EXERCISE:
Give again, unaltered, the lines of the listing below that run from the line having "M981 388 990 396V437L961 414Z" through the line having "M0 330 67 354 97 378 68 429 45 432 0 408".

RECORDS PROVIDED:
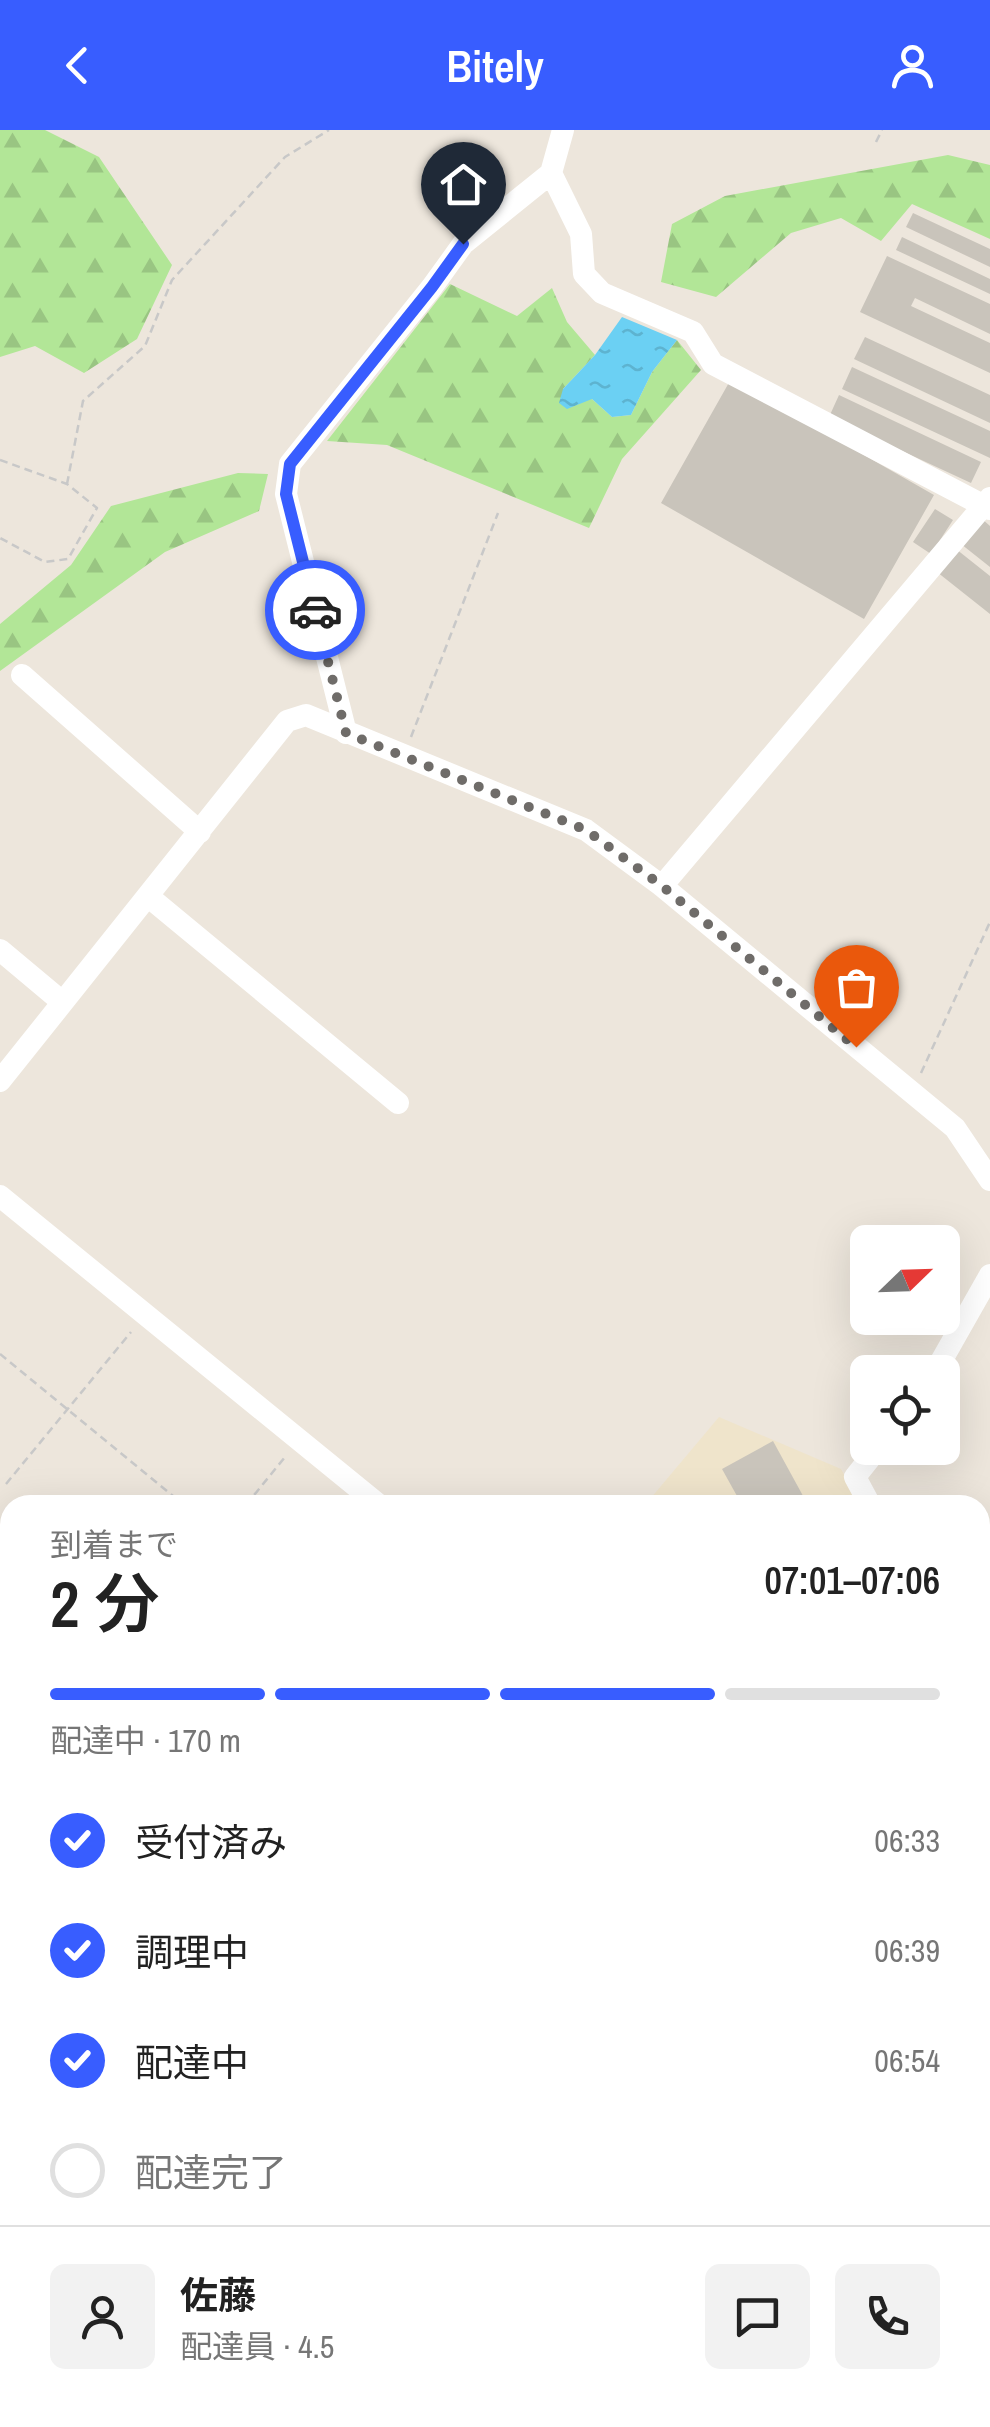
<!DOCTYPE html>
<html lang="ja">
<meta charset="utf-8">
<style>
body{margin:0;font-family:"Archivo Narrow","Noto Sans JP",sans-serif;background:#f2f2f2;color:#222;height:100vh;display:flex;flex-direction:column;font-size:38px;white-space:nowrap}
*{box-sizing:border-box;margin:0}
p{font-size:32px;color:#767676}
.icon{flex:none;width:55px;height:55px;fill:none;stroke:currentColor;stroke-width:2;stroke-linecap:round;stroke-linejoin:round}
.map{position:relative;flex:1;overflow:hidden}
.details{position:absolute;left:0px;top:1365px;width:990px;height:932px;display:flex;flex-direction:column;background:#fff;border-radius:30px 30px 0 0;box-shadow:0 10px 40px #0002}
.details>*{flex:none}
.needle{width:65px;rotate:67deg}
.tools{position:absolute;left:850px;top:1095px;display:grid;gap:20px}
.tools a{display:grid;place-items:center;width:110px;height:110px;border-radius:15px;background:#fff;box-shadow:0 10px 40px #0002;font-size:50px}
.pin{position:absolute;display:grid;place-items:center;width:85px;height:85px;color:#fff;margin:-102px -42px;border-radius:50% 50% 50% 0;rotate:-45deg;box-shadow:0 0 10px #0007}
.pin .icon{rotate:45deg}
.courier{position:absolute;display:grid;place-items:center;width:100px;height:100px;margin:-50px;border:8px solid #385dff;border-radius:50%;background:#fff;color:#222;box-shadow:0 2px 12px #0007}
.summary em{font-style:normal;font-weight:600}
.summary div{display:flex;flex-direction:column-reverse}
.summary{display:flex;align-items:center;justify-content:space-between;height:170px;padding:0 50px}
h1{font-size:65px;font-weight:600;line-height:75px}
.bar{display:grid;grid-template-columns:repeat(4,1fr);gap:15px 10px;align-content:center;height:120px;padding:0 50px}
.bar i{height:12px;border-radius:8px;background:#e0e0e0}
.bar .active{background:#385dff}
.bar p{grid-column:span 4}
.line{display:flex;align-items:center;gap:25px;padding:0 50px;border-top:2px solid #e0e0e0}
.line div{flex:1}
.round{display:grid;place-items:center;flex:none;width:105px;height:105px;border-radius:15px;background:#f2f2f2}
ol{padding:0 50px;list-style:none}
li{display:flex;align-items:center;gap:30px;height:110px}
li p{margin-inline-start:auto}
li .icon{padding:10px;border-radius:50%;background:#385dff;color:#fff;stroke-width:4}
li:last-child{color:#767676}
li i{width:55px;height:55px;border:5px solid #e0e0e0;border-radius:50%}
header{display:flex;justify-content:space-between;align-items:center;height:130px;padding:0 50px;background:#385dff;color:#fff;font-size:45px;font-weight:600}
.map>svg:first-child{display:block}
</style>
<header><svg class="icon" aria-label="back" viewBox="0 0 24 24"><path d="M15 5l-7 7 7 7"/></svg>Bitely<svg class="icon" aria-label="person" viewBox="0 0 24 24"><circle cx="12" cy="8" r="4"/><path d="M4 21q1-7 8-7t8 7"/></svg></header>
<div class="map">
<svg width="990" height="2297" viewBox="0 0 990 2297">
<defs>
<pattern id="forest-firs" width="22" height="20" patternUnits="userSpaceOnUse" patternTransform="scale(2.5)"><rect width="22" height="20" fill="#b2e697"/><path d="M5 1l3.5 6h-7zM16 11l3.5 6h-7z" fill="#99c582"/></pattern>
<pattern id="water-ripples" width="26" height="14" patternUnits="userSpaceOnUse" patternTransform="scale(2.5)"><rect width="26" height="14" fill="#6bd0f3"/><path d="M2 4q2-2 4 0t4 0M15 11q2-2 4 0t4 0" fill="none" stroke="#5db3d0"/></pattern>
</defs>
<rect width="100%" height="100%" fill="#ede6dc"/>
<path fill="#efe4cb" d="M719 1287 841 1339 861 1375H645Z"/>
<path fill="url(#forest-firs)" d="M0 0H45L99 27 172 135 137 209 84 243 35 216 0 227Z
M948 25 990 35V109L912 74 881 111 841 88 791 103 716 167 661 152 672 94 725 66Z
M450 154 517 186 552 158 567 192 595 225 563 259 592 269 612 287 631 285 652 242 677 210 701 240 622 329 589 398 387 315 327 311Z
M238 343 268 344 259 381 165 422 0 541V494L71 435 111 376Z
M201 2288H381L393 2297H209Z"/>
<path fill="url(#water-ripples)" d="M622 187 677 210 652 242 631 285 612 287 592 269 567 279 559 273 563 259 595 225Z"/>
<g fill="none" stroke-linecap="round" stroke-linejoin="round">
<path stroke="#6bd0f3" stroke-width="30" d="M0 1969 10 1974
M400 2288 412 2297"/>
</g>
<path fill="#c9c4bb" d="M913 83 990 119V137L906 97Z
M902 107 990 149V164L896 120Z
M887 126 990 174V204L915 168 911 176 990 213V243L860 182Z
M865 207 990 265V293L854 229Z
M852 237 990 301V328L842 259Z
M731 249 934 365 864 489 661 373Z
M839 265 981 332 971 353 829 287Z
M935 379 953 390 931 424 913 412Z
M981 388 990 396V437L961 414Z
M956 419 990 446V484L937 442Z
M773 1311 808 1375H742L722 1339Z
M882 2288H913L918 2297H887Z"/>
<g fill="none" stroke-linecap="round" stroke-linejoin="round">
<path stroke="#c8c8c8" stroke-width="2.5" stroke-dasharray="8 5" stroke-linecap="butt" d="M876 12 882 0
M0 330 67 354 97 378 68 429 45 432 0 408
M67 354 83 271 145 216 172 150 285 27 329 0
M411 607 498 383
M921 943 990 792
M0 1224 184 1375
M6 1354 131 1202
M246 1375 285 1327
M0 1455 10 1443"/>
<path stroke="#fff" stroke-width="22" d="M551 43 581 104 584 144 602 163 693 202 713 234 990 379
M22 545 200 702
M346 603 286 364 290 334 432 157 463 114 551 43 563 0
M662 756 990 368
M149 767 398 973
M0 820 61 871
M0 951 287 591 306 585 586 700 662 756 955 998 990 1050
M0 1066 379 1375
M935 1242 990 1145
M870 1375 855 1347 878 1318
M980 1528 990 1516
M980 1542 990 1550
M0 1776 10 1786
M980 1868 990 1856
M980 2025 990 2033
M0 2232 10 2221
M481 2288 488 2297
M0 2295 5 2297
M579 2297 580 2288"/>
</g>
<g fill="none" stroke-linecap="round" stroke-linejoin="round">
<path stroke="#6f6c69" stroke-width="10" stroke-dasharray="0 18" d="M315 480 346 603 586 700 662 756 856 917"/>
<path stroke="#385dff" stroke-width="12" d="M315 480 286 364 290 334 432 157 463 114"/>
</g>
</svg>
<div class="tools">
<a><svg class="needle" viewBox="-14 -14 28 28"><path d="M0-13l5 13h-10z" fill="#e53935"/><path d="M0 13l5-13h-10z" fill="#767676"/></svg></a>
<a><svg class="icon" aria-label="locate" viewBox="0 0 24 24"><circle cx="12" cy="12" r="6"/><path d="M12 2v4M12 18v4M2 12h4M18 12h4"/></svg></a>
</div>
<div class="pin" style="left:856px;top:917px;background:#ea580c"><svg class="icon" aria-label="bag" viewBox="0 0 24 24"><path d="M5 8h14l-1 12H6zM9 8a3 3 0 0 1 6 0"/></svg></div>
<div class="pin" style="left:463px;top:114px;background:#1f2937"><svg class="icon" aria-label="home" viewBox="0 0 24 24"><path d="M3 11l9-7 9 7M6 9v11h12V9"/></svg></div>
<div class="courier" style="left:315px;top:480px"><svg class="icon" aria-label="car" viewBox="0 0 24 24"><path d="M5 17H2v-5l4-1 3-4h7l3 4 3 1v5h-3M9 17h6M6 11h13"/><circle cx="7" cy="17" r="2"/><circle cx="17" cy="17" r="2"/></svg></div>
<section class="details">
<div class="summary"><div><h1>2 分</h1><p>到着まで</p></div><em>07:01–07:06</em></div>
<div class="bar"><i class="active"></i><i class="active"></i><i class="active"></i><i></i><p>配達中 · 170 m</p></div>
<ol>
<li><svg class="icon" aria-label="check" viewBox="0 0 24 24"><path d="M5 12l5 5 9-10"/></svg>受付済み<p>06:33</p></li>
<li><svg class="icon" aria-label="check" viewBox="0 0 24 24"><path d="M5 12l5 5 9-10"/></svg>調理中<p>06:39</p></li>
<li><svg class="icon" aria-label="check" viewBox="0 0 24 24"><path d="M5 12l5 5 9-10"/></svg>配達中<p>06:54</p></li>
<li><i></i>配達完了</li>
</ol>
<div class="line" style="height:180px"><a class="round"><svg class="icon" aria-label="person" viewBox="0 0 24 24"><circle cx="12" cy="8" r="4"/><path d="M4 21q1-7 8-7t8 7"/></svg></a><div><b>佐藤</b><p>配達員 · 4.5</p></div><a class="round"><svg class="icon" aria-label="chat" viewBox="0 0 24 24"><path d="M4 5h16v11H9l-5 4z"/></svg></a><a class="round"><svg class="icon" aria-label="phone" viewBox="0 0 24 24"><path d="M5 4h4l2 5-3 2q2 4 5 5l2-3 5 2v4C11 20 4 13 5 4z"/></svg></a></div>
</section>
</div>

RESPONSE:
M981 388 990 396V437L961 414Z
M956 419 990 446V484L937 442Z
M773 1311 808 1375H742L722 1339Z
M882 2288H913L918 2297H887Z"/>
<g fill="none" stroke-linecap="round" stroke-linejoin="round">
<path stroke="#c8c8c8" stroke-width="2.5" stroke-dasharray="8 5" stroke-linecap="butt" d="M876 12 882 0
M0 330 67 354 97 378 68 429 45 432 0 408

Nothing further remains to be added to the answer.